Akbar noticed his green soccer ball with a boot on it. He looked up and saw the American marine. Akbar had grown to like American Marines. He knew that Americans did not place roadside bombs, that they did not kill just to kill. Akbar had been told that Americans had come to Iraq with good intentions, but had made a mess of things. Now they were here presiding over a mess and not knowing what to do about it. Akbar thought that but for the Americans his mother would still be alive. He did not think that Saddam would have placed a bomb where his mother had placed her sandal step. That the bomb was there because the Americans were there. Good intentions, bad results. Love them, hate them. Two disparate thoughts at the same time. Akbar did not want to think about it right now, but he did want to take care of his mother.
John watched the young boy rise and walk over to the dead woman's dismembered feet. The boy picked up the feet, one hand grabbing a sandal strap of the left foot, and the other hand grabbing the sandal strap of the right foot. The body parts remained inside the sandals as the boy placed the feet at the cauterized leg tips of the dead woman. The boy adjusted them to give the impression that the feet were still attached to the dead woman. The boy looked up at the American. The boy smiled.
Akbar saw the American smile and wave his left hand. Akbar waved his hand. The American touched his chest and said "John," Akbar touched his chest and said "Akbar."

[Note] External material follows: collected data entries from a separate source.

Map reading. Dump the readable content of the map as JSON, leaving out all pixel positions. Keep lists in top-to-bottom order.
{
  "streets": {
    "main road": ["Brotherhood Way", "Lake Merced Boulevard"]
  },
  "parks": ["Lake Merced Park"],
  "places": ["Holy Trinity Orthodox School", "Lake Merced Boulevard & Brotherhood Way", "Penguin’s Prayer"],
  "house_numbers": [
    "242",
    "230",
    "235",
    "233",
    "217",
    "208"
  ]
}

John liked the way Iraqis spoke. When they spoke slowly, their manner of speech sounded erudite. Even when spoken by a child. The boy stood and pointed to the green soccer ball. John rolled the ball towards the boy who stopped it with his right foot, keeping his foot on top of the soccer ball, much like John had done. John thought about soccer, and how the whole world seemed to play the game. The whole world except for America. John thought that maybe he should learn more about this game. There must be something to it that made so many kids kick soccer balls around in dusty Iraqi fields.

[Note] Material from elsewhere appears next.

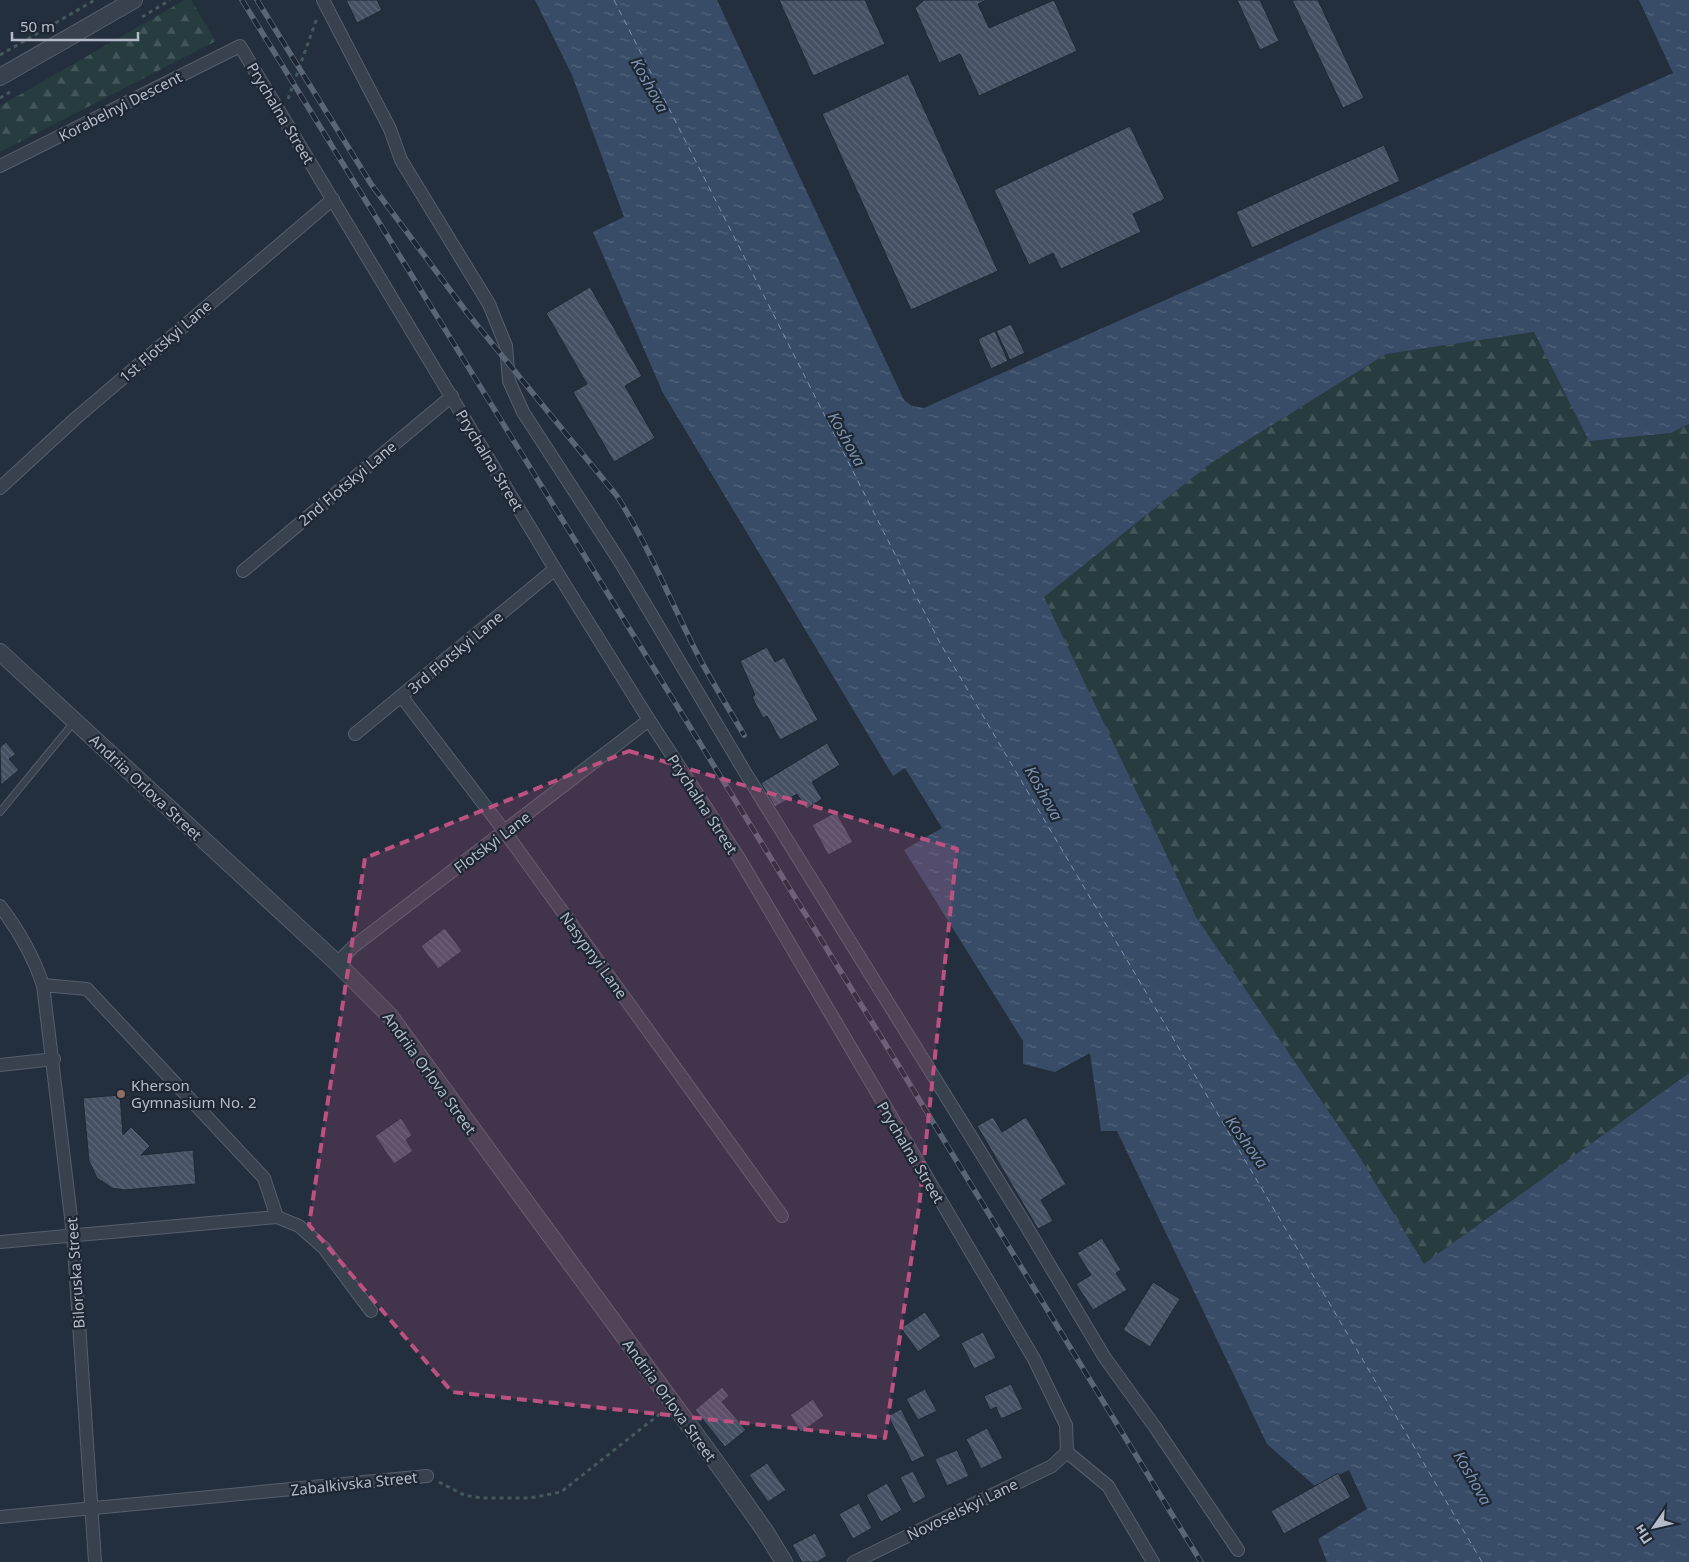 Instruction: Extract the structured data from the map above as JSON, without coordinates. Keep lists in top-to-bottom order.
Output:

"Peterson, let's move," said John's commanding officer. John waved to the boy, turned and walked toward a truck where his commanding officer stood.
Akbar saw the American walk away. Akbar sat on his green soccer ball next to his mother and watched the truck drive away carrying the American Marine and several other soldiers. He looked down at his mother's face, which was starting to turn blue. Akbar did not know what to do. Leave. Stay. He then thought of his mother's brother, his uncle. He would go to his uncle's house. But he did not want to leave his mother. So Akbar stayed, sitting on his green soccer ball in the springtime noonday Iraqi sun as he watched two white morning doves land on the hot pavement near his mother's head.